▶ What the task asks
What are the lines from the top of the entries through the one with "0 12px,transparent 0"? Write them out exactly, with no pictures.

☆ ☆ ☆ ☆

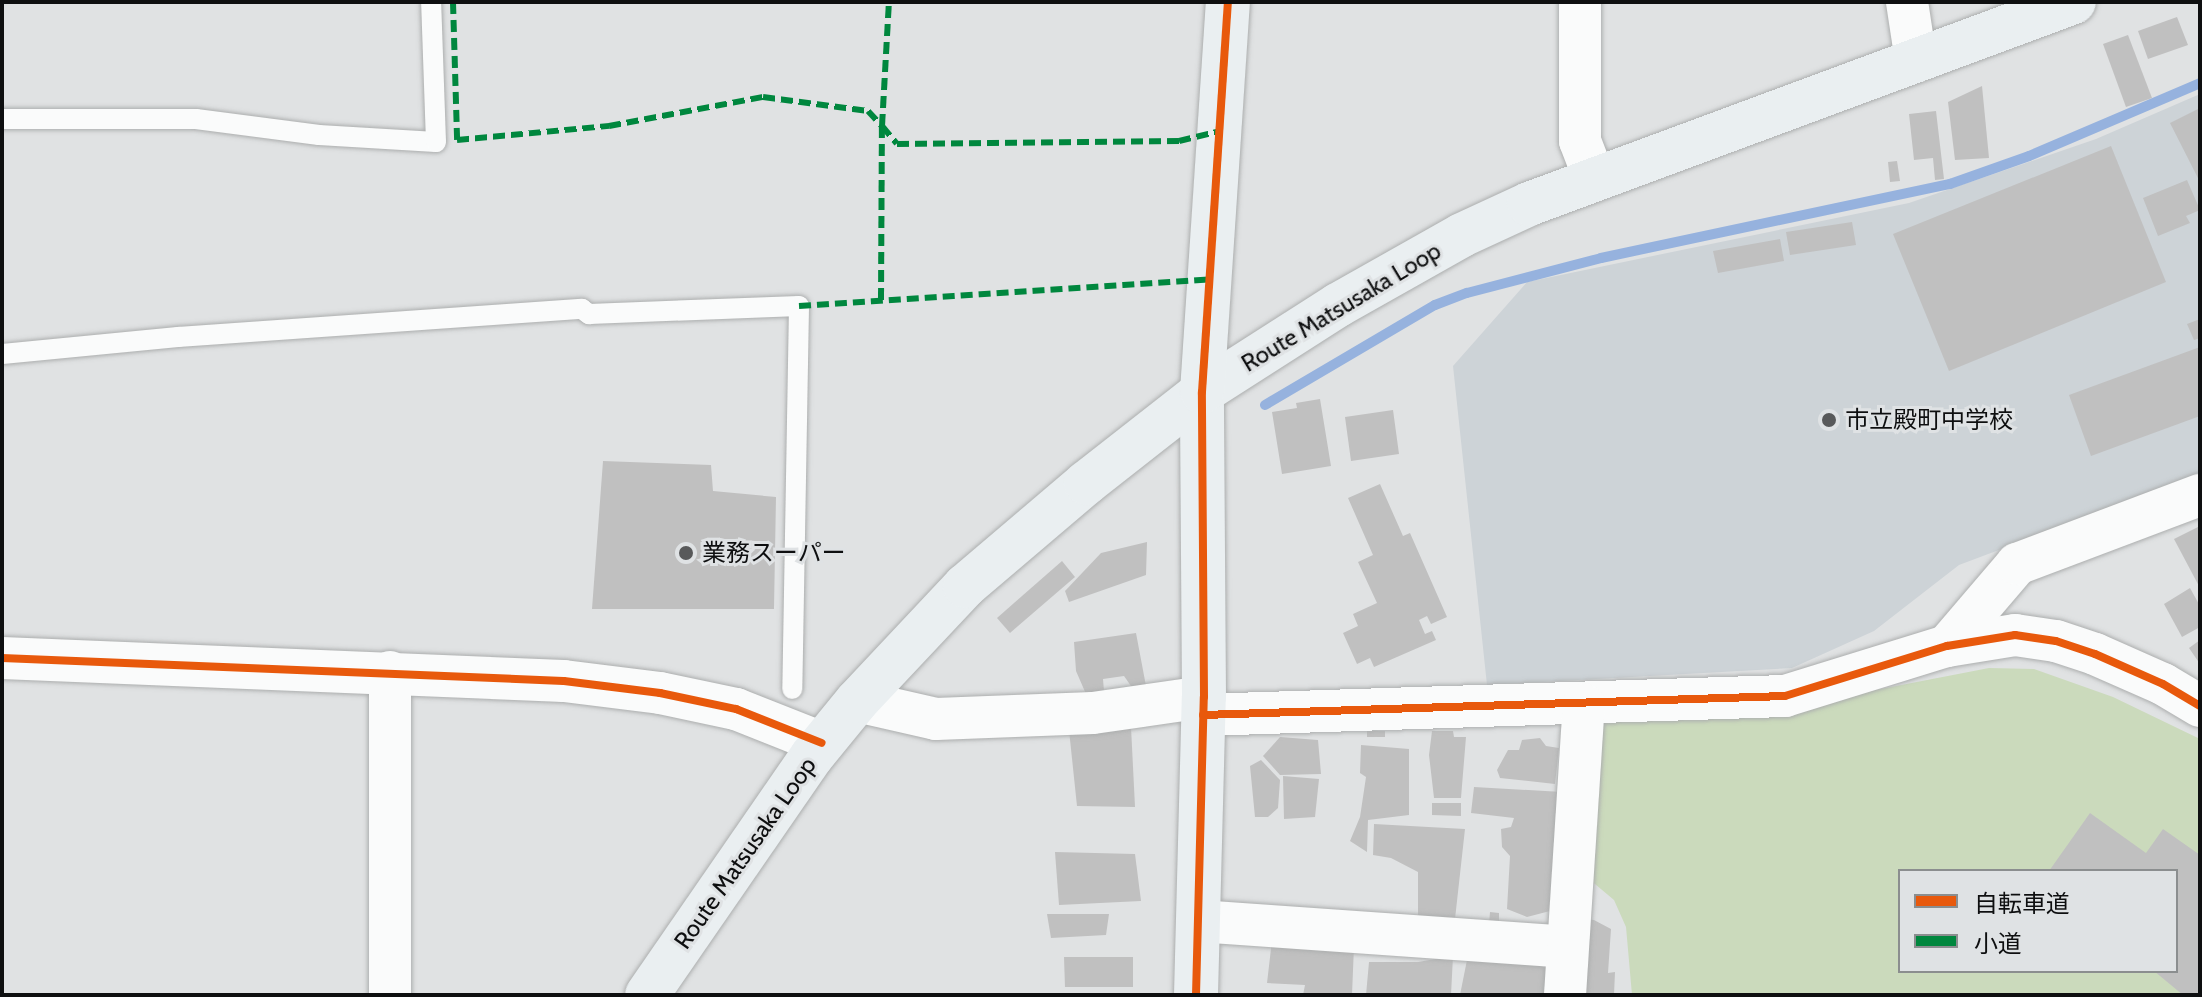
<!DOCTYPE html>
<meta charset="utf-8">
<style>
body{margin:0}
#map{position:relative;width:2202px;height:997px;overflow:hidden;background:#e0e2e3;font-family:Cabin,"Noto Sans JP",sans-serif}
div>[style]{position:absolute}
[style*='--x']{left:calc(var(--x)*1px);top:calc(var(--y)*1px);width:calc(var(--w)*1px);rotate:calc(var(--a)*1deg)}
.built>*{inset:0;background:#cdd3d7}
.green>*{inset:0;background:#cbdabc}
.stream>*{height:10px;margin:-5px;padding:0 5px;transform-origin:5px;border-radius:5px;background:#96b2de}
.building>*{inset:0;background:#c0c0c0}
.roads{filter:drop-shadow(0 0 2px #acaeae) drop-shadow(0 0 2px #acaeae)}
.lane>*{height:20px;margin:-10px;padding:0 10px;transform-origin:10px;border-radius:10px;background:#fafbfb}
.street>*{height:42px;margin:-21px;padding:0 21px;transform-origin:21px;border-radius:21px;background:#fafbfb}
.secondary>*{height:44px;margin:-22px;padding:0 22px;transform-origin:22px;border-radius:22px;background:#eaeff1}
.quiet>*{height:6px;margin-top:-3px;transform-origin:0;background:repeating-linear-gradient(90deg,#00873e 0 12px,transparent 0 18px)}
.cycleway>*{height:8px;margin:-4px;padding:0 4px;transform-origin:4px;border-radius:4px;background:#e8590c}
.dots>*{width:22px;height:22px;translate:-50% -50%;box-sizing:border-box;border:4px solid #dfe2e4;border-radius:50%}
span{translate:-50% -50%;white-space:nowrap;text-align:center;line-height:1.15;-webkit-text-stroke:6px #dfe2e4;paint-order:stroke}
.street-label{font-size:24px;color:#0e0f10}
.poi-label{font-size:24px;color:#0e0f10}
.left{translate:0 -50%;text-align:left}
.frame{position:absolute;inset:0;border:4px solid #0e0f10;pointer-events:none}
.legend{position:absolute;left:1898px;top:869px;width:280px;height:104px;box-sizing:border-box;background:#dfe2e4;border:2px solid #8b8e8f;margin:0;padding:10px 14px;list-style:none;font-size:24px;color:#0e0f10}
.legend li{display:flex;align-items:center;gap:16px;height:40px}
.legend b{width:40px;border:2px solid #8b8e8f}
</style>
<div id="map">
<div class="built">
<div style="clip-path:polygon(2200px 94px,2200px 474px,1959px 565px,1874px 631px,1792px 668px,1487px 685px,1453px 366px,1527px 282px,1909px 203px,2096px 139px)"></div>
</div>
<div class="green">
<div style="clip-path:polygon(evenodd,1989px 668px,2034px 669px,2113px 697px,2200px 739px,2200px 995px,1632px 995px,1626px 927px,1614px 900px,1589px 879px,1594px 728px,1605px 718px,1793px 706px,1989px 668px,1900px 871px,2176px 871px,2176px 971px,1900px 971px,1900px 871px)"></div>
</div>
<div class="stream">
<div style="--x:1265;--y:405;--w:197;--a:-30.5"></div>
<div style="--x:1435;--y:305;--w:34;--a:-21"></div>
<div style="--x:1467;--y:293;--w:138;--a:-14.6"></div>
<div style="--x:1601;--y:258;--w:357;--a:-12"></div>
<div style="--x:1950;--y:184;--w:84;--a:-19.5"></div>
<div style="--x:2029;--y:156;--w:186;--a:-23.1"></div>
</div>
<div class="building">
<div style="clip-path:polygon(2177px 17px,2188px 45px,2148px 59px,2138px 31px)"></div>
<div style="clip-path:polygon(2128px 35px,2152px 98px,2126px 107px,2103px 44px)"></div>
<div style="clip-path:polygon(1982px 86px,1989px 158px,1955px 160px,1948px 102px)"></div>
<div style="clip-path:polygon(2200px 108px,2200px 182px,2170px 123px)"></div>
<div style="clip-path:polygon(1936px 111px,1944px 179px,1935px 180px,1933px 158px,1914px 160px,1909px 114px)"></div>
<div style="clip-path:polygon(2111px 146px,2166px 282px,1949px 371px,1893px 234px)"></div>
<div style="clip-path:polygon(1897px 161px,1900px 181px,1890px 182px,1888px 162px)"></div>
<div style="clip-path:polygon(2187px 180px,2200px 210px,2186px 216px,2190px 223px,2158px 236px,2143px 198px)"></div>
<div style="clip-path:polygon(1852px 222px,1856px 245px,1790px 255px,1786px 232px)"></div>
<div style="clip-path:polygon(1780px 239px,1784px 261px,1718px 273px,1713px 251px)"></div>
<div style="clip-path:polygon(2200px 319px,2200px 338px,2194px 340px,2187px 324px)"></div>
<div style="clip-path:polygon(2200px 347px,2200px 416px,2091px 456px,2069px 395px)"></div>
<div style="clip-path:polygon(1320px 399px,1331px 466px,1282px 474px,1272px 412px,1297px 408px,1296px 403px)"></div>
<div style="clip-path:polygon(1393px 410px,1399px 454px,1351px 461px,1345px 417px)"></div>
<div style="clip-path:polygon(603px 461px,711px 465px,713px 491px,776px 497px,774px 609px,592px 609px)"></div>
<div style="clip-path:polygon(1380px 484px,1403px 536px,1410px 533px,1447px 617px,1431px 624px,1427px 616px,1419px 620px,1425px 634px,1432px 631px,1436px 640px,1374px 667px,1370px 658px,1357px 664px,1343px 633px,1358px 626px,1353px 614px,1377px 603px,1358px 562px,1373px 555px,1348px 498px)"></div>
<div style="clip-path:polygon(2200px 526px,2200px 588px,2174px 539px)"></div>
<div style="clip-path:polygon(1147px 542px,1146px 575px,1069px 602px,1065px 591px,1101px 553px)"></div>
<div style="clip-path:polygon(1062px 561px,1075px 577px,1010px 633px,997px 618px)"></div>
<div style="clip-path:polygon(2190px 588px,2200px 606px,2200px 627px,2182px 637px,2164px 604px)"></div>
<div style="clip-path:polygon(1136px 633px,1146px 686px,1131px 686px,1124px 676px,1103px 679px,1104px 691px,1086px 694px,1076px 671px,1074px 642px)"></div>
<div style="clip-path:polygon(2200px 640px,2200px 664px,2189px 648px)"></div>
<div style="clip-path:polygon(1131px 727px,1135px 807px,1077px 806px,1069px 730px)"></div>
<div style="clip-path:polygon(1367px 731px,1385px 731px,1385px 737px,1367px 737px)"></div>
<div style="clip-path:polygon(1432px 731px,1453px 731px,1454px 737px,1466px 737px,1461px 798px,1434px 798px,1429px 755px)"></div>
<div style="clip-path:polygon(1280px 737px,1318px 740px,1321px 774px,1280px 775px,1263px 756px)"></div>
<div style="clip-path:polygon(1540px 738px,1546px 746px,1559px 748px,1555px 784px,1500px 778px,1497px 770px,1508px 750px,1519px 750px,1522px 740px)"></div>
<div style="clip-path:polygon(1361px 745px,1409px 749px,1409px 815px,1368px 820px,1367px 852px,1350px 841px,1360px 817px,1366px 777px,1360px 773px)"></div>
<div style="clip-path:polygon(1261px 760px,1280px 780px,1278px 808px,1268px 817px,1255px 817px,1250px 766px)"></div>
<div style="clip-path:polygon(1283px 776px,1319px 779px,1315px 817px,1284px 819px)"></div>
<div style="clip-path:polygon(1474px 787px,1562px 792px,1550px 911px,1527px 917px,1507px 909px,1510px 856px,1502px 847px,1501px 829px,1511px 827px,1514px 818px,1471px 813px)"></div>
<div style="clip-path:polygon(1432px 803px,1461px 803px,1461px 816px,1432px 815px)"></div>
<div style="clip-path:polygon(2090px 813px,2146px 853px,2163px 829px,2200px 855px,2200px 995px,2183px 995px,2154px 971px,2176px 971px,2176px 871px,2049px 871px)"></div>
<div style="clip-path:polygon(1374px 824px,1465px 829px,1455px 919px,1418px 920px,1418px 872px,1391px 858px,1373px 855px)"></div>
<div style="clip-path:polygon(1055px 852px,1135px 854px,1141px 901px,1059px 905px)"></div>
<div style="clip-path:polygon(1490px 912px,1499px 913px,1499px 925px,1489px 924px)"></div>
<div style="clip-path:polygon(1047px 914px,1109px 914px,1106px 935px,1051px 938px)"></div>
<div style="clip-path:polygon(1585px 919px,1594px 920px,1611px 929px,1608px 973px,1615px 972px,1614px 995px,1581px 995px)"></div>
<div style="clip-path:polygon(1272px 940px,1354px 946px,1352px 995px,1303px 995px,1305px 985px,1267px 983px)"></div>
<div style="clip-path:polygon(1468px 955px,1519px 956px,1559px 974px,1556px 995px,1460px 995px)"></div>
<div style="clip-path:polygon(1453px 956px,1451px 995px,1366px 995px,1369px 962px,1418px 962px)"></div>
<div style="clip-path:polygon(1064px 957px,1133px 957px,1133px 987px,1065px 987px)"></div>
</div>
<div class="roads">
<div class="lane">
<div style="--x:2;--y:119;--w:194;--a:0"></div>
<div style="--x:196;--y:119;--w:124;--a:7.4"></div>
<div style="--x:319;--y:135;--w:117;--a:3.4"></div>
<div style="--x:436;--y:142;--w:140;--a:-92"></div>
<div style="--x:2;--y:354;--w:177;--a:-5.5"></div>
<div style="--x:178;--y:337;--w:405;--a:-4"></div>
<div style="--x:582;--y:309;--w:9;--a:36"></div>
<div style="--x:589;--y:314;--w:210;--a:-2.2"></div>
<div style="--x:799;--y:306;--w:383;--a:91"></div>
</div>
<div class="street">
<div style="--x:1580;--y:2;--w:139;--a:90"></div>
<div style="--x:1580;--y:141;--w:40;--a:69"></div>
<div style="--x:1907;--y:2;--w:60;--a:81.3"></div>
<div style="--x:1947;--y:646;--w:108;--a:-49.5"></div>
<div style="--x:2017;--y:564;--w:196;--a:-20.7"></div>
<div style="--x:2;--y:658;--w:562;--a:2.34"></div>
<div style="--x:564;--y:681;--w:97;--a:7.1"></div>
<div style="--x:660;--y:693;--w:78;--a:11.9"></div>
<div style="--x:736;--y:709;--w:92;--a:21.6"></div>
<div style="--x:390;--y:672;--w:323;--a:90"></div>
<div style="--x:857;--y:701;--w:81;--a:12.8"></div>
<div style="--x:936;--y:719;--w:157;--a:-2.2"></div>
<div style="--x:1093;--y:713;--w:112;--a:-8.2"></div>
<div style="--x:1203;--y:715;--w:582;--a:-1.87"></div>
<div style="--x:1785;--y:696;--w:170;--a:-17.2"></div>
<div style="--x:1947;--y:646;--w:69;--a:-9.2"></div>
<div style="--x:2015;--y:635;--w:41;--a:8.3"></div>
<div style="--x:2056;--y:641;--w:41;--a:18.4"></div>
<div style="--x:2095;--y:654;--w:74;--a:23.8"></div>
<div style="--x:2163;--y:684;--w:43;--a:30.7"></div>
<div style="--x:1198;--y:921;--w:369;--a:4"></div>
<div style="--x:1565;--y:995;--w:291;--a:-86.3"></div>
</div>
<div class="secondary">
<div style="--x:647;--y:995;--w:290;--a:-55.4"></div>
<div style="--x:812;--y:756;--w:71;--a:-50.7"></div>
<div style="--x:857;--y:701;--w:158;--a:-46.8"></div>
<div style="--x:965;--y:586;--w:159;--a:-40.4"></div>
<div style="--x:1086;--y:483;--w:147;--a:-38.1"></div>
<div style="--x:1202;--y:392;--w:161;--a:-32.6"></div>
<div style="--x:1338;--y:305;--w:142;--a:-29.4"></div>
<div style="--x:1462;--y:235;--w:74;--a:-24.8"></div>
<div style="--x:1529;--y:204;--w:581;--a:-20.34"></div>
<div style="--x:1196;--y:995;--w:298;--a:-88.5"></div>
<div style="--x:1204;--y:697;--w:305;--a:-90.4"></div>
<div style="--x:1202;--y:392;--w:391;--a:-86.2"></div>
</div>
</div>
<div class="quiet">
<div style="--x:453;--y:2;--w:138;--a:88.3"></div>
<div style="--x:457;--y:140;--w:153;--a:-5.3"></div>
<div style="--x:609;--y:126;--w:157;--a:-10.7"></div>
<div style="--x:763;--y:97;--w:106;--a:7.6"></div>
<div style="--x:868;--y:111;--w:21;--a:47"></div>
<div style="--x:882;--y:126;--w:124;--a:-86.8"></div>
<div style="--x:881;--y:300;--w:174;--a:-89.7"></div>
<div style="--x:882;--y:126;--w:23;--a:50"></div>
<div style="--x:897;--y:144;--w:282;--a:-0.6"></div>
<div style="--x:1179;--y:141;--w:42;--a:-13.7"></div>
<div style="--x:799;--y:306;--w:414;--a:-3.7"></div>
</div>
<div class="cycleway">
<div style="--x:2;--y:658;--w:562;--a:2.34"></div>
<div style="--x:564;--y:681;--w:97;--a:7.1"></div>
<div style="--x:660;--y:693;--w:78;--a:11.9"></div>
<div style="--x:736;--y:709;--w:92;--a:21.6"></div>
<div style="--x:1203;--y:715;--w:582;--a:-1.87"></div>
<div style="--x:1785;--y:696;--w:170;--a:-17.2"></div>
<div style="--x:1947;--y:646;--w:69;--a:-9.2"></div>
<div style="--x:2015;--y:635;--w:41;--a:8.3"></div>
<div style="--x:2056;--y:641;--w:41;--a:18.4"></div>
<div style="--x:2095;--y:654;--w:74;--a:23.8"></div>
<div style="--x:2163;--y:684;--w:43;--a:30.7"></div>
<div style="--x:1196;--y:995;--w:298;--a:-88.5"></div>
<div style="--x:1204;--y:697;--w:305;--a:-90.4"></div>
<div style="--x:1202;--y:392;--w:391;--a:-86.2"></div>
</div>
<div class="dots">
<div style="left:1829px;top:420px;background:#58595a"></div>
<div style="left:686px;top:553px;background:#58595a"></div>
</div>
<div class="street-label">
<span style="left:1341px;top:307px;rotate:-31deg">Route Matsusaka Loop</span>
<span style="left:745px;top:853px;rotate:-55deg">Route Matsusaka Loop</span>
</div>
<div class="poi-label">
<span class="left" style="left:1845px;top:420px">市立殿町中学校</span>
<span class="left" style="left:702px;top:553px">業務スーパー</span>
</div>
<div class="frame"></div>
<ul class="legend">
<li><b style="height:10px;background:#e8590c"></b>自転車道</li>
<li><b style="height:10px;background:#00873e"></b>小道</li>
</ul>
</div>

☆ ☆ ☆ ☆

▶ Task response
<!DOCTYPE html>
<meta charset="utf-8">
<style>
body{margin:0}
#map{position:relative;width:2202px;height:997px;overflow:hidden;background:#e0e2e3;font-family:Cabin,"Noto Sans JP",sans-serif}
div>[style]{position:absolute}
[style*='--x']{left:calc(var(--x)*1px);top:calc(var(--y)*1px);width:calc(var(--w)*1px);rotate:calc(var(--a)*1deg)}
.built>*{inset:0;background:#cdd3d7}
.green>*{inset:0;background:#cbdabc}
.stream>*{height:10px;margin:-5px;padding:0 5px;transform-origin:5px;border-radius:5px;background:#96b2de}
.building>*{inset:0;background:#c0c0c0}
.roads{filter:drop-shadow(0 0 2px #acaeae) drop-shadow(0 0 2px #acaeae)}
.lane>*{height:20px;margin:-10px;padding:0 10px;transform-origin:10px;border-radius:10px;background:#fafbfb}
.street>*{height:42px;margin:-21px;padding:0 21px;transform-origin:21px;border-radius:21px;background:#fafbfb}
.secondary>*{height:44px;margin:-22px;padding:0 22px;transform-origin:22px;border-radius:22px;background:#eaeff1}
.quiet>*{height:6px;margin-top:-3px;transform-origin:0;background:repeating-linear-gradient(90deg,#00873e 0 12px,transparent 0 18px)}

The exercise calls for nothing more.